The TMO was staffed by a cross-functional team, with a full-time lead and part-time representatives from the functions mentioned above. The TMO established charters for each initiative team, named champions to drive those initiatives forward, and managed dashboards and escalation processes. Initiative teams employed an Agile approach and set aside dedicated team working time with explicit commitments for participation. Team members’ managers were aligned around prioritization, with a clear understanding of the balance and expectations between work towards the transformation project and their “day jobs.”

What distinguished the TMO from a PMO?

HPA and the client named the cross-functional team a TMO to differentiate from a PMO and emphasize the key role of the TMO: rapid escalation and resolution of issues to keep the initiative teams moving efficiently. PMOs have acquired a reputation for managing dashboards, milestones, and action items. The TMO did all of these things; however the real focus was on managing information flow and problem solving with client executives to enable rapid de-bottlenecking.

Key Learnings

Issue selection and prioritization: The HPA team and client stakeholders used a data-driven and collaborative process to choose the high priority initiatives. Good ideas that did not make the cut for the initial wave of initiatives were recognized, then put “on deck” for future launch. This enabled all voices to be heard and energized while maintaining focus on the prioritized initiatives.

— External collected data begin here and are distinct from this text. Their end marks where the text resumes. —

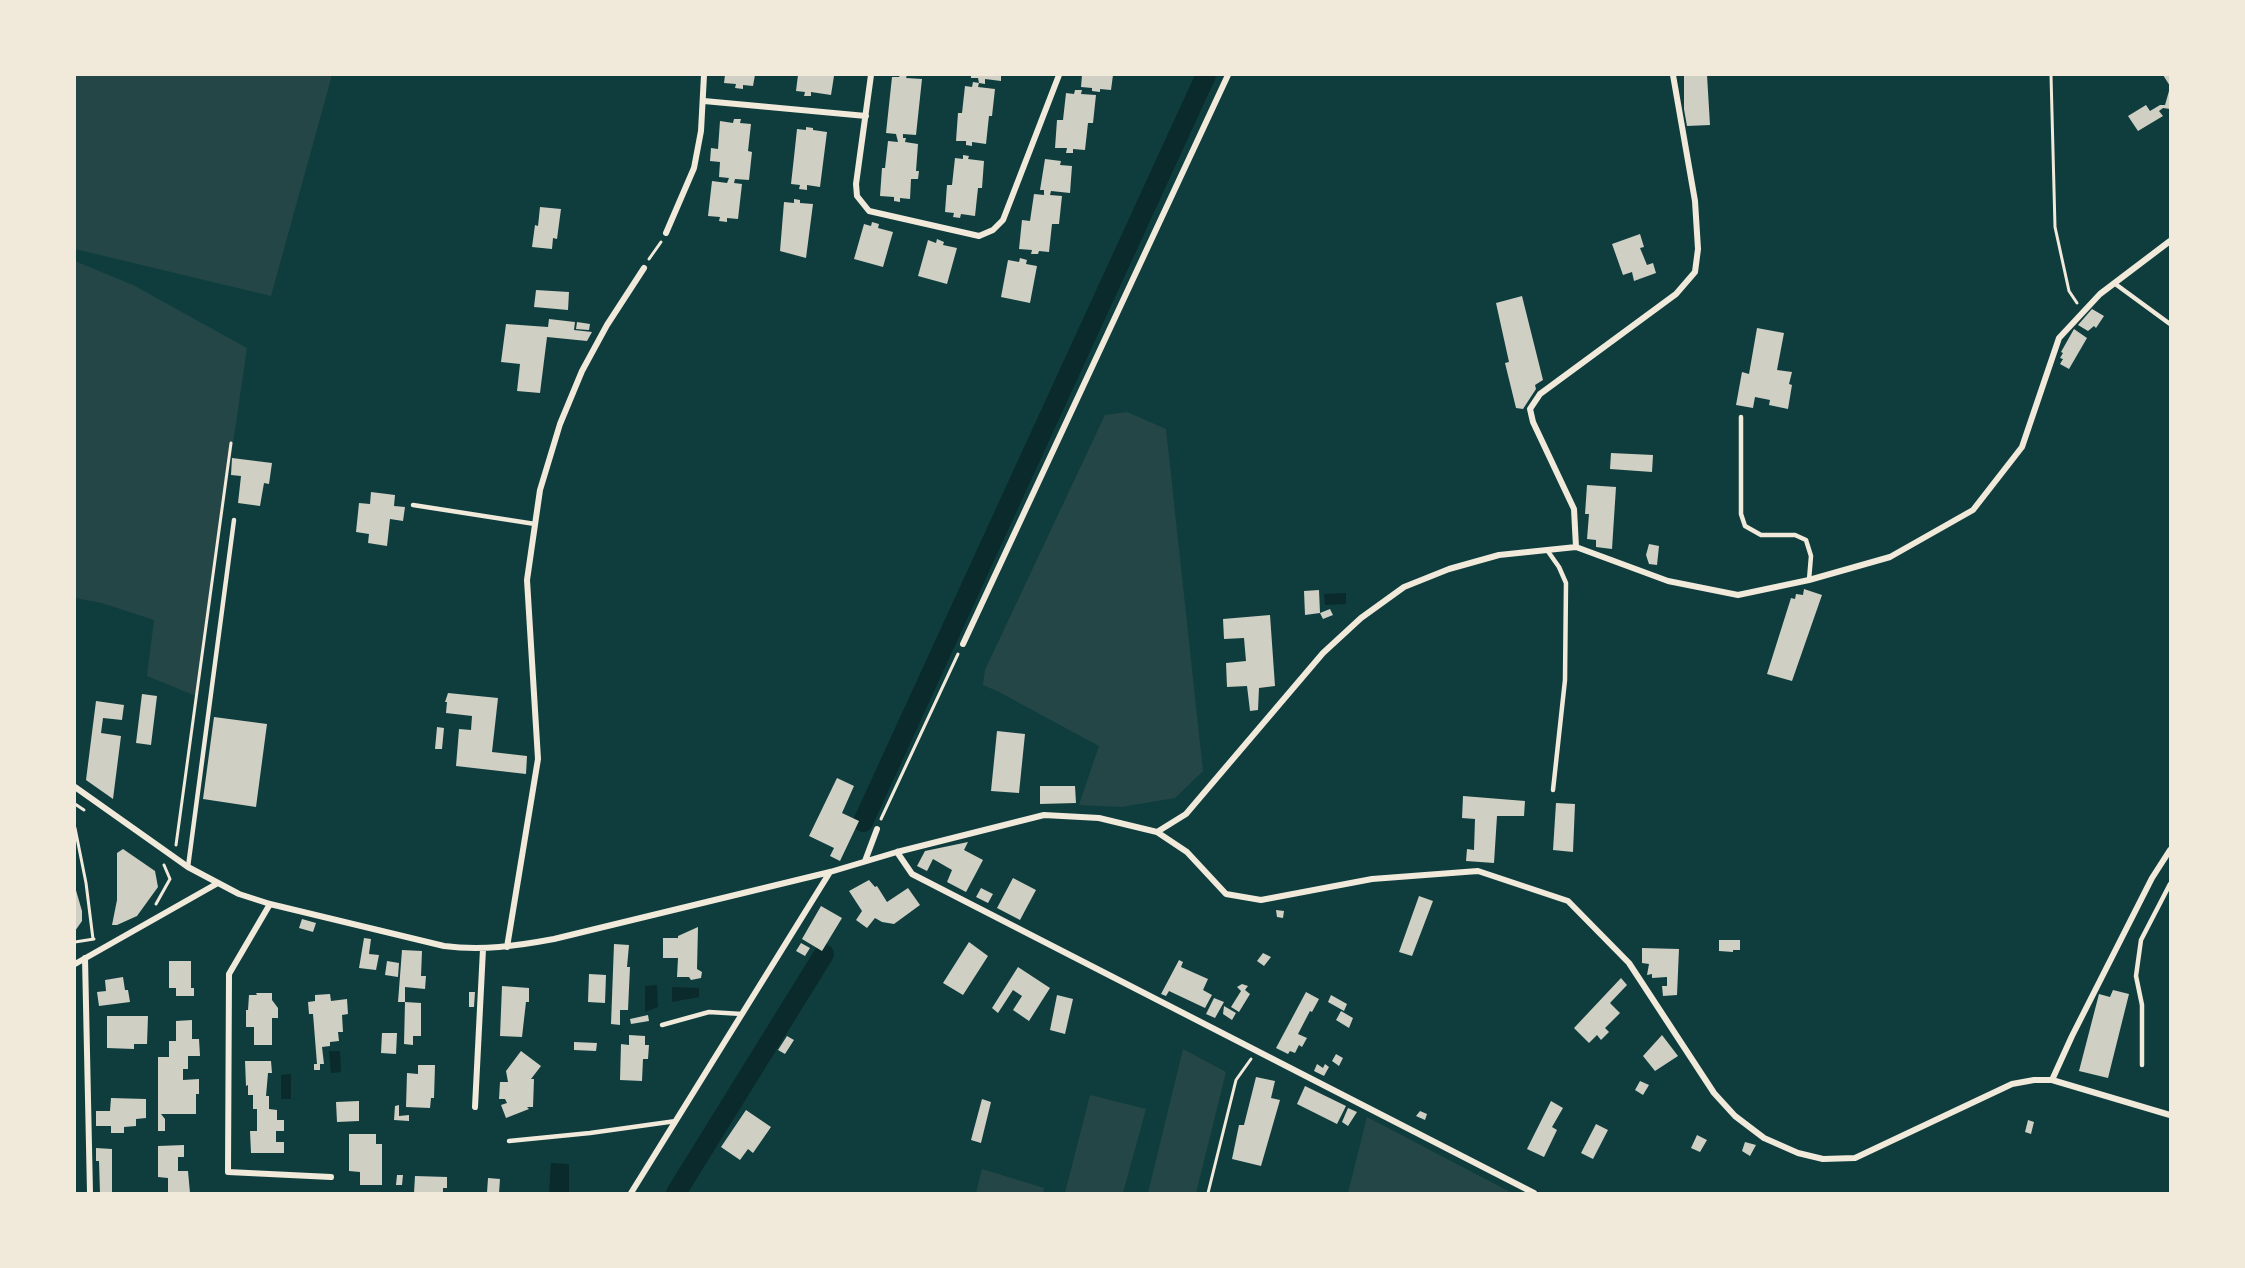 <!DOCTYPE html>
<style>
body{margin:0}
#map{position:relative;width:2245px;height:1268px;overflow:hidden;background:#0f3d3e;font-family:Rubik,sans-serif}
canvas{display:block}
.frame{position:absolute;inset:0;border:76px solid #f1e9da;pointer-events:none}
</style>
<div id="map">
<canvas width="2245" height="1268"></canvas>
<div class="frame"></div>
</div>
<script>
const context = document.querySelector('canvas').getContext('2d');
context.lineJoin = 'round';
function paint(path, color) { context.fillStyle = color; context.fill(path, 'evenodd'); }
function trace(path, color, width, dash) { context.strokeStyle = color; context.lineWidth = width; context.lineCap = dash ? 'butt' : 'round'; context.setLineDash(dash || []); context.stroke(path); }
paint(new Path2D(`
 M75 75H332L271 296 75 249Z
 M75 261 133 285 247 348 196 696 147 676 154 620 102 603 75 598Z
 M1127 412 1166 429 1203 771 1175 798 1121 807 1079 805 1099 746 997 691 983 685 985 670 1105 415Z
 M1183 1049 1226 1072 1196 1193H1148Z
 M1090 1095 1146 1109 1123 1193H1065Z
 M1367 1117 1512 1193H1348Z
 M982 1169 1044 1188 1043 1193H976Z`), '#244646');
paint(new Path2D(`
 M1346 593V604L1325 605 1324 594Z
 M657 985 658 1007 645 1012V986Z
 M672 987 699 988V997L672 1002Z
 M340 1051 341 1072 331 1073 329 1051Z
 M291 1074V1099H281V1075Z
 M551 1163 569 1164V1193H549Z`), '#0a2a2b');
trace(new Path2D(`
 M863 822 1206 75
 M676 1193 824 954`), '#0a2a2b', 20);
paint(new Path2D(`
 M725 75H755L753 86 743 85V89L735 88 736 84 724 83Z
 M798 75 834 76 831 95 811 92V96H804L805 92 796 91Z
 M900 75H907L906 78 922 79 916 135 903 134V138H906L905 142 918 144 916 171H919L918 179H911L910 199 900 198V202L894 201V197L880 196 882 168H885L888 141 898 142 896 134 886 133 892 77H899Z
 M971 75H1001V81L985 79V84L979 83 978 87 995 89 992 116H989L986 144 972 142V146L966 145V141H956L958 113H962L965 86 972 87 973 82 979 83 978 78H971Z
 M1082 75H1113L1111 90 1100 89V92L1092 91V88L1081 87Z
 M1684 75H1707L1710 125 1687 126 1684 109Z
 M2163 75H2170V86Z
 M1075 90H1082L1081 94 1096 95 1093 123H1088L1085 150 1073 149V153H1066L1067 148H1055L1057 120H1063L1066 93 1074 94Z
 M2169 91 2170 109 2163 108 2159 111 2163 116 2138 131 2128 116 2146 105 2150 111 2160 105H2165Z
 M734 119H741L740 123 751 124 748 151 752 152 749 180 735 179 734 183 742 184 738 219 727 218V222L719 221 720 217 708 216 712 181 727 183 729 178 719 177 720 162 710 161 711 148 718 149 720 121 733 123Z
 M806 127 813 128V130L827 132 820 187 807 185V190L799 189 800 185 791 184 794 157 797 129 806 130Z
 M963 155 969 156 968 159 984 161 982 188H978L975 216 961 214 960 218 953 217 954 213 945 212 947 185H952L955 158 963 159Z
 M1045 159 1061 161 1060 165 1072 166 1070 193 1051 191 1050 195 1062 196 1059 224H1052L1049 252 1039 251 1038 254H1031L1032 250 1019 249 1022 220 1030 221 1034 194 1044 195V190H1040Z
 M794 199 800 200V203L813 204 806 258 780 251 784 202 794 203Z
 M540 207 561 209 557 239 553 238 552 249 532 247 535 225 538 226Z
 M872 222 879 224 878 228 893 232 883 267 854 259 864 224 871 226Z
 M1640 234 1644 247 1640 248 1647 265 1653 263 1656 273 1634 281 1632 272 1623 275 1612 244Z
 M937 239 944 242 943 245 957 248 947 284 918 276 928 240 936 243Z
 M1020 258 1027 260 1026 264 1037 266 1030 303 1001 297 1008 260 1019 262Z
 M536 290 569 292 568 310 534 307Z
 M1522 296 1543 380 1535 385 1536 389 1523 409 1516 408 1505 363 1509 362 1496 303Z
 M2092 309 2104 316 2096 328 2094 326 2088 331 2078 325Z
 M549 319 575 322 574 330 592 332 587 341 547 337 540 393 517 391 520 364 501 362 506 324 548 327Z
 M577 322 590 324 589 330 576 329Z
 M1757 328 1784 333 1777 370 1792 372 1789 384 1792 385 1788 409 1769 405 1770 400 1755 397 1753 408 1736 405 1742 372 1749 374Z
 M2074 329 2087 338 2069 369 2060 364 2063 359 2060 358 2063 353 2061 352Z
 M1611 453 1653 455 1652 472 1610 469Z
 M232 458 272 463 269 484 264 483 260 506 238 503 241 476 231 475Z
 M1587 485 1616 487 1612 549 1596 547V540L1587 539 1589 514H1585Z
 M371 492 395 495 394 506 405 507 403 521 390 519 387 546 368 543 369 534 356 532 359 503 370 504Z
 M1649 544 1659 546 1657 565 1649 564 1646 555Z
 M1804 589 1822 595 1792 681 1767 674 1791 598 1795 599 1796 594 1803 595Z
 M1319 590 1320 613 1305 615 1304 591Z
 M1330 609 1333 615 1323 619 1320 613Z
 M1270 615 1275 686 1259 688 1258 710 1250 711 1247 686 1227 687 1226 663 1246 661 1244 638 1224 639 1223 619Z
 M448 693 498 698 492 752 527 756 526 774 456 766 459 729 471 730 472 716 446 713 447 702H445Z
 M142 694 157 696 151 745 136 743Z
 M96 701 124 705 122 720 103 718 101 733 121 736 113 799 86 780Z
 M214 717 267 724 256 807 203 799Z
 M437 727 444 728 442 749H435Z
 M997 731 1025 734 1019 793 991 791Z
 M837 778 854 786 842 813 859 821 840 861 830 856 834 848 809 836Z
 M1040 786H1075L1076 803 1040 804Z
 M1463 796 1525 801 1524 816H1497L1494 863 1466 861 1467 849 1474 850 1475 819 1462 818Z
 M1556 803 1575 804 1573 852 1553 850Z
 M968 842 964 850 983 860 966 892 947 882 952 870 933 859 927 871 917 866 925 851Z
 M123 849 155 871 158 887 137 916 117 925H112L117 900V853Z
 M1013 878 1036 890 1020 920 997 908Z
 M869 880 875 887 877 886 887 902 908 888 920 905 894 924 882 922 875 918 867 928 856 920 862 911 849 891Z
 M75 887 82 911V921L75 931Z
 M981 888 993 894 988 903 976 897Z
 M1419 896 1433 901 1412 956 1399 952Z
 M821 906 842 918 822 951 802 939Z
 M1276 910 1284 911 1283 918 1277 917Z
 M302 919 316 923 313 932 299 928Z
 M698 927 697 969 702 972 701 978 691 980 689 977H677L678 958H663V938H678V936Z
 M364 938 371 939 369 954 379 955 376 970 359 968Z
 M1719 940H1740V950H1733V952L1719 951Z
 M969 942 988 956 963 995 943 983Z
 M801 943 810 948 805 956 796 951Z
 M614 944 629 945 627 967H630L628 1010H620V1025L611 1024Z
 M1642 948 1679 949 1677 995 1663 996 1662 986H1667V977L1652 978V974L1647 975 1649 964 1642 963Z
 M402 950 422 951 421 976H426L425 989 405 987V1002H398Z
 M1263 953 1271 957 1264 966 1257 961Z
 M1179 960 1183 962 1181 967 1208 979 1203 990 1212 995 1205 1008 1169 991 1166 996 1161 994Z
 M169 961H191V988H194V996H176V988H169Z
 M387 961 399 963 398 977 385 975Z
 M1018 967 1050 988 1029 1021 1013 1010 1022 996 1013 990 998 1013 992 1008Z
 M589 974 606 975 605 1003 588 1002Z
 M123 977 125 990H128L130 1002 99 1006 97 992 106 991 105 980Z
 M1621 978 1627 985 1610 1003 1620 1013 1605 1028 1609 1032 1601 1040 1597 1035 1589 1043 1574 1028Z
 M1242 984 1248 986 1245 990 1250 994 1239 1012 1231 1007 1241 991 1237 987Z
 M502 986 529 988V1002H526L522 1037 500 1036Z
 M2113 990 2129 994 2108 1078 2079 1071 2099 994 2110 997Z
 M469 992H475L474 1007H469Z
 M1306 992 1319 999 1312 1012 1310 1011 1298 1034 1307 1038 1302 1047 1299 1045 1295 1053 1290 1051 1288 1054 1276 1048Z
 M256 993H272V1000L278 1008V1018H272V1045H254V1027H246V1010H248L249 995H257Z
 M330 994 331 1001 347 999 348 1014 342 1015 343 1032H338L339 1041 330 1042V1046L322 1047 324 1064H320V1070H314V1064H317L313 1014H309L308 1002 315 1001V995Z
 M1057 995 1073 999 1065 1034 1050 1030Z
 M1331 995 1347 1004 1344 1011 1328 1002Z
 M1214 998 1224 1002 1215 1018 1206 1014Z
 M405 1002 421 1003V1036H413V1045L404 1044Z
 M1224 1006 1236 1013 1232 1020 1223 1014Z
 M1341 1011 1353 1018 1349 1028 1336 1020Z
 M648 1015 649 1021 631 1024 630 1019Z
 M107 1016H148L147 1044H134V1049L107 1048Z
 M192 1020V1039H199L200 1056H188V1069H183V1080L199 1079V1094H196V1114H161L165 1119V1131H158V1057H169V1041H176V1021Z
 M382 1033H397L396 1054 381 1053Z
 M629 1035 645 1036V1045H649L648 1059H643L642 1081 620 1080 621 1044 629 1045Z
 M1662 1035 1678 1056 1655 1071 1643 1056Z
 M787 1036 794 1040 785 1054 778 1050Z
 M574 1042 597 1043 596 1051 574 1050Z
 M521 1051 541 1066 531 1079H534L533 1107H527L529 1109 506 1118 501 1105 507 1103 505 1099H499L500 1082H508L506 1071Z
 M1336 1054 1343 1058 1339 1066 1332 1061Z
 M245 1061H271L272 1073H268L266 1096H269V1109L277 1110V1120H284V1131H276V1142H284V1153H251L250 1131H257V1109H253V1095H248V1085L246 1086Z
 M1317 1064 1323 1068 1325 1064 1329 1067 1324 1076 1314 1071Z
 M418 1065H435L434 1098H431L430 1108 406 1107 407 1073 418 1074Z
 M1256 1077 1275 1081 1271 1098 1280 1100 1261 1166 1232 1159 1239 1125H1244Z
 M1640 1081 1649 1085 1643 1095 1635 1090Z
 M1305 1086 1346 1106 1337 1124 1297 1104Z
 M111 1098 146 1099V1118L136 1119V1126L124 1127V1133H111V1126H96V1111H110Z
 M982 1099 991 1102 981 1143 971 1140Z
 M359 1101V1121L337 1122 336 1102Z
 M1551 1101 1563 1108 1552 1127 1557 1130 1544 1157 1527 1149Z
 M399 1105V1116L409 1115V1121L394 1120 395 1106Z
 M1348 1108 1357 1112 1348 1126 1342 1122Z
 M746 1110 771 1127 753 1153 748 1149 740 1160 721 1147Z
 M1420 1111 1427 1114 1425 1120 1416 1116Z
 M2028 1120 2034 1122 2031 1134 2025 1132Z
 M1596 1124 1608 1130 1593 1159 1581 1153Z
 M349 1134H376V1144H382V1185H360V1172L349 1171Z
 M1697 1135 1707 1140 1700 1152 1691 1148Z
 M1745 1142 1756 1145 1750 1156 1742 1151Z
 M184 1145V1157H178V1171H188L190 1193H168V1178L158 1177V1146Z
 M96 1148 112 1149V1193H100L99 1161H96Z
 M397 1175H403L402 1185H396Z
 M415 1176 447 1177V1188H443V1193H414Z
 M488 1178 500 1179 499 1193H487Z`), '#cfcfc3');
trace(new Path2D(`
 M2051 75 2055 227 2069 291 2077 303
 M649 259 661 242
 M75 804 84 810
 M881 819 958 654
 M75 828 86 883 93 939
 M176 845 231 443
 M156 904 170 879 164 865
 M75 942 94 939
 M1208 1193 1236 1080 1251 1059`), '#f1e9da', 3);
trace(new Path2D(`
 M2114 283 2170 324
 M1741 417V514L1745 526 1761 535H1795L1806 540 1811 556 1809 580
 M413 505 535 524
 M1547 550 1559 567 1566 583 1565 680 1553 790
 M188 867 234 520
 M662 1025 709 1012 742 1014
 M2142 1065V1005L2136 976 2141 940 2170 884
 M509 1141 590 1133 676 1121`), '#f1e9da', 4.5);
trace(new Path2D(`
 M871 75 856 184 857 196 869 211 979 236 993 230 1003 220 1059 75
 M704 101 866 116
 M666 233 694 168 701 131 704 75
 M1576 547 1574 509 1533 422 1530 409 1540 394 1676 294 1695 272 1698 249 1695 201 1673 75
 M963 644 1228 75
 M75 787 188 867 239 894 270 904 444 946C482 951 516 946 554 939L830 872 897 852 1044 815 1099 818 1157 832 1187 852 1226 894 1261 900 1372 879 1478 871 1568 901 1629 963 1714 1093 1735 1116 1764 1138 1798 1153 1823 1159 1855 1158 2012 1084 2034 1080H2052L2170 1115
 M1157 832 1186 814 1323 653 1361 618 1404 587 1449 569 1499 555 1576 547 1668 581 1738 595 1809 580 1890 557 1973 510 2022 447 2059 338 2100 294 2170 241
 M897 852 912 874 1534 1193
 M865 861 877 829
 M270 904 229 974 228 1172 331 1177
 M507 947 538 759 527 580 540 490 560 424 582 371 607 325 644 268
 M85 958 90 1193
 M75 964 218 883
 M2052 1080 2072 1036 2152 878 2170 850
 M475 1107 483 949
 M631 1193 830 872`), '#f1e9da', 6);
</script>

Initiative Champions: Champions were chosen to lead initiatives based on future leadership potential, with an understanding that this was an opportunity to demonstrate capability and results outside of their usual job. Many of these leaders were assigned to areas in which they had little direct experience. They proved to be fast learners and were incentivized to show their readiness for larger roles.

Slowing down to speed up: Initiatives were given the necessary time to pilot new approaches and iron out issues, despite the temptation to roll out everywhere at once for quicker results. Often in fast-paced transformations, there is a tendency to try to do everything in parallel. The team found success by slowing down – planes can get in the air faster and safer if Air Traffic Control is helping them take off in turns.

Peer-to-Peer Change Management: We then assigned location managers at successful pilot sites lead roles to help roll initiatives out to the broader network. This proved far more effective than directives from the corporate center – people respond better when they hear from someone to whom they relate.